[Records from a data collection]
== Segment start ==

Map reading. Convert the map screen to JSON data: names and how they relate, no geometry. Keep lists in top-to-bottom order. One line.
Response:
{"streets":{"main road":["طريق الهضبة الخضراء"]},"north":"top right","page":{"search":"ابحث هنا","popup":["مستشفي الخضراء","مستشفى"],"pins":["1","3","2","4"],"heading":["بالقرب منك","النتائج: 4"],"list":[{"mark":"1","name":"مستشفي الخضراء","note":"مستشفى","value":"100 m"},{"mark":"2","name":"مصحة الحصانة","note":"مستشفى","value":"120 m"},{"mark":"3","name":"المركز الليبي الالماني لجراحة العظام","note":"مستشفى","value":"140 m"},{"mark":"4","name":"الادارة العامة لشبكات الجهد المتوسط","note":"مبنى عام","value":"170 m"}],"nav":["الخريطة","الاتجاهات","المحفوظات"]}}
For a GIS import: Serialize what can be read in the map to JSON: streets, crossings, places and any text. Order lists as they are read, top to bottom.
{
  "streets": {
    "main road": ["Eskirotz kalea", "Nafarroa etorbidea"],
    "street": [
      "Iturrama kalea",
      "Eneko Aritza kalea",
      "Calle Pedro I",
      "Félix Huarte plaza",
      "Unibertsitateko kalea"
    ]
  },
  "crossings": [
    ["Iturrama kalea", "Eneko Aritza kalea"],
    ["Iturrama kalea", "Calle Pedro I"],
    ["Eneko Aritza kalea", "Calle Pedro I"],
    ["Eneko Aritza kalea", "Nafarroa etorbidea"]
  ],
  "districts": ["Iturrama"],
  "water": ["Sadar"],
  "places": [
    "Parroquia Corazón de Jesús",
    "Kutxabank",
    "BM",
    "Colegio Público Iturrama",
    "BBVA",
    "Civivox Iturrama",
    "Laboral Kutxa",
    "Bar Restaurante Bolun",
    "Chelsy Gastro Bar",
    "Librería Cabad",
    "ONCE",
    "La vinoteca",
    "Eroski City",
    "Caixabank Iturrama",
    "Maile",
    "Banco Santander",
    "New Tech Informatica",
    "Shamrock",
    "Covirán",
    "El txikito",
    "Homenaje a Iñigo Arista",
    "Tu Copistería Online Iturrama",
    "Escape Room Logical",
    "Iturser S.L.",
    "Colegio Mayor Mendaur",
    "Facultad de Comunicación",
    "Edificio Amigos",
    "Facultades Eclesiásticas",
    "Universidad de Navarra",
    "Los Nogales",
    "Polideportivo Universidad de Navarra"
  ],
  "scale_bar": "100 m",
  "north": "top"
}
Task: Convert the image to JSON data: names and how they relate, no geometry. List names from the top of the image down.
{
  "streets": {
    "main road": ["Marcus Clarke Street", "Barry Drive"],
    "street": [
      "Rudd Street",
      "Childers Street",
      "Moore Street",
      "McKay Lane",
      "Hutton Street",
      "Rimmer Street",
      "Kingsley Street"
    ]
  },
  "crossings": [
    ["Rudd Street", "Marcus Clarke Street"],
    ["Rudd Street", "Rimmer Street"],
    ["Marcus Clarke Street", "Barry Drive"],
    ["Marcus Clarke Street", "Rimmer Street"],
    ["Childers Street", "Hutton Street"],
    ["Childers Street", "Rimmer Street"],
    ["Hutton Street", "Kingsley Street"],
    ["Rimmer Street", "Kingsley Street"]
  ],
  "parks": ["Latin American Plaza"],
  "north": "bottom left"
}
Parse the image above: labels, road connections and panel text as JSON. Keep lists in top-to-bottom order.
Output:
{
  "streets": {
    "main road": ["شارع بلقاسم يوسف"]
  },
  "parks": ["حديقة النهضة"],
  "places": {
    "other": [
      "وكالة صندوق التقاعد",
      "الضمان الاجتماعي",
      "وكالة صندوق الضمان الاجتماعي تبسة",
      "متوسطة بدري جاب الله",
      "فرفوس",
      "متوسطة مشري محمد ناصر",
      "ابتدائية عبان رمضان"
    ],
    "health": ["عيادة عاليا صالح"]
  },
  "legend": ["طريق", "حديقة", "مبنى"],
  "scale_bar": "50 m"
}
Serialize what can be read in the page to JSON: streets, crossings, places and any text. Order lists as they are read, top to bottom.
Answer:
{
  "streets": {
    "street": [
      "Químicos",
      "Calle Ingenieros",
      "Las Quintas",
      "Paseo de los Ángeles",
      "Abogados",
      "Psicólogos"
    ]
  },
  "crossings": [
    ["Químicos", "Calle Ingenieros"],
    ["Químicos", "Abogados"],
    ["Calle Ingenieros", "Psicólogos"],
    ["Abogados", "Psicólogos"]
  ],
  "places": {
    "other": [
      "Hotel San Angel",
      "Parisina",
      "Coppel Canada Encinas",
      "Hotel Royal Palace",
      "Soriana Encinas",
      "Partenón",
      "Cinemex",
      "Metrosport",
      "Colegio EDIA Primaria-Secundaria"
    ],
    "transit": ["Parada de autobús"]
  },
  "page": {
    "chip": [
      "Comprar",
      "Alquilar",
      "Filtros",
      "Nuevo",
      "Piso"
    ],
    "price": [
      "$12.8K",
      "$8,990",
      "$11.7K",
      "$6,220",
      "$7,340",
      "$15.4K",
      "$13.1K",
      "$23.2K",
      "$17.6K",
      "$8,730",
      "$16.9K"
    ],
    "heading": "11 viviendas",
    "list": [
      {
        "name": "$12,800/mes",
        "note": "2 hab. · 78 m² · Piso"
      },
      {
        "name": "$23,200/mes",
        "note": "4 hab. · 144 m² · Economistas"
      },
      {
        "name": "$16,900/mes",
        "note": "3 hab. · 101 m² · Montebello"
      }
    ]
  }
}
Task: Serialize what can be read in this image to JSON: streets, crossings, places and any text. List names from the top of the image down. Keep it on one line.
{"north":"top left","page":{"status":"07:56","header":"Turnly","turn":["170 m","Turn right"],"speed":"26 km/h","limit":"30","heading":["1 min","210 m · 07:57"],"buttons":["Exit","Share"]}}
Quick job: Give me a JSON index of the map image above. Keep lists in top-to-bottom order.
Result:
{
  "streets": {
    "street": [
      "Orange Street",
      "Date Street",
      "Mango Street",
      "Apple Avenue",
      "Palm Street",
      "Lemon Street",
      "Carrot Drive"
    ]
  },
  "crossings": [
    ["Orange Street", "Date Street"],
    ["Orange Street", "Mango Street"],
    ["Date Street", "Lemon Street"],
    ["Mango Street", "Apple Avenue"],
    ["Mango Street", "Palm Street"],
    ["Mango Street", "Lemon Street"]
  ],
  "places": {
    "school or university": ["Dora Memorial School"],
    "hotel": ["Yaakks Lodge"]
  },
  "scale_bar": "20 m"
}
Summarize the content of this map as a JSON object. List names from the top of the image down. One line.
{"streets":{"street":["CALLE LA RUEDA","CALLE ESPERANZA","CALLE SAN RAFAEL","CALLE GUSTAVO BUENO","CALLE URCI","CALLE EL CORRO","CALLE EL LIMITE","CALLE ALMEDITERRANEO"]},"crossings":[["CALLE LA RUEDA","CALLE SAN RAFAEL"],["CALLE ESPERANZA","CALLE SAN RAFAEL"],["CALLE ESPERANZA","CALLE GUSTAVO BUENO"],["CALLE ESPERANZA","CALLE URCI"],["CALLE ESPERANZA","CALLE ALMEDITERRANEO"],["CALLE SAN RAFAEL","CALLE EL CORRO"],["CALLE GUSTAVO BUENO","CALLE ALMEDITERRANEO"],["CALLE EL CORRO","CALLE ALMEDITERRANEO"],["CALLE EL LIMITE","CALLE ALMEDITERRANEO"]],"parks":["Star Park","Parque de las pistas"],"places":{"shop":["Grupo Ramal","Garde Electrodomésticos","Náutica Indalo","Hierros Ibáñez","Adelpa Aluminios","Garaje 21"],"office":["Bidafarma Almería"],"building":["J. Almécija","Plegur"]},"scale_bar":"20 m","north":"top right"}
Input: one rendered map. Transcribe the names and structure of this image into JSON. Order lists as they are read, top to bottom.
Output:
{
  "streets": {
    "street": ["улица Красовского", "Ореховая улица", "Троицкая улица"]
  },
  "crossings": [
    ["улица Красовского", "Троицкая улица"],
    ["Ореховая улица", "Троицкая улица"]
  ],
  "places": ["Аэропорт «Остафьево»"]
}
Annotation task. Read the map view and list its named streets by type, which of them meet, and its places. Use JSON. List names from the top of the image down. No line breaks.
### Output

== Segment end ==

WORK TO BE COMPLETED
Where a line in the entries holds the word "above", copy that line.

ANSWER BELOW
Parse the image above: labels, road connections and panel text as JSON. Keep lists in top-to-bottom order.
Quick job: Give me a JSON index of the map image above. Keep lists in top-to-bottom order.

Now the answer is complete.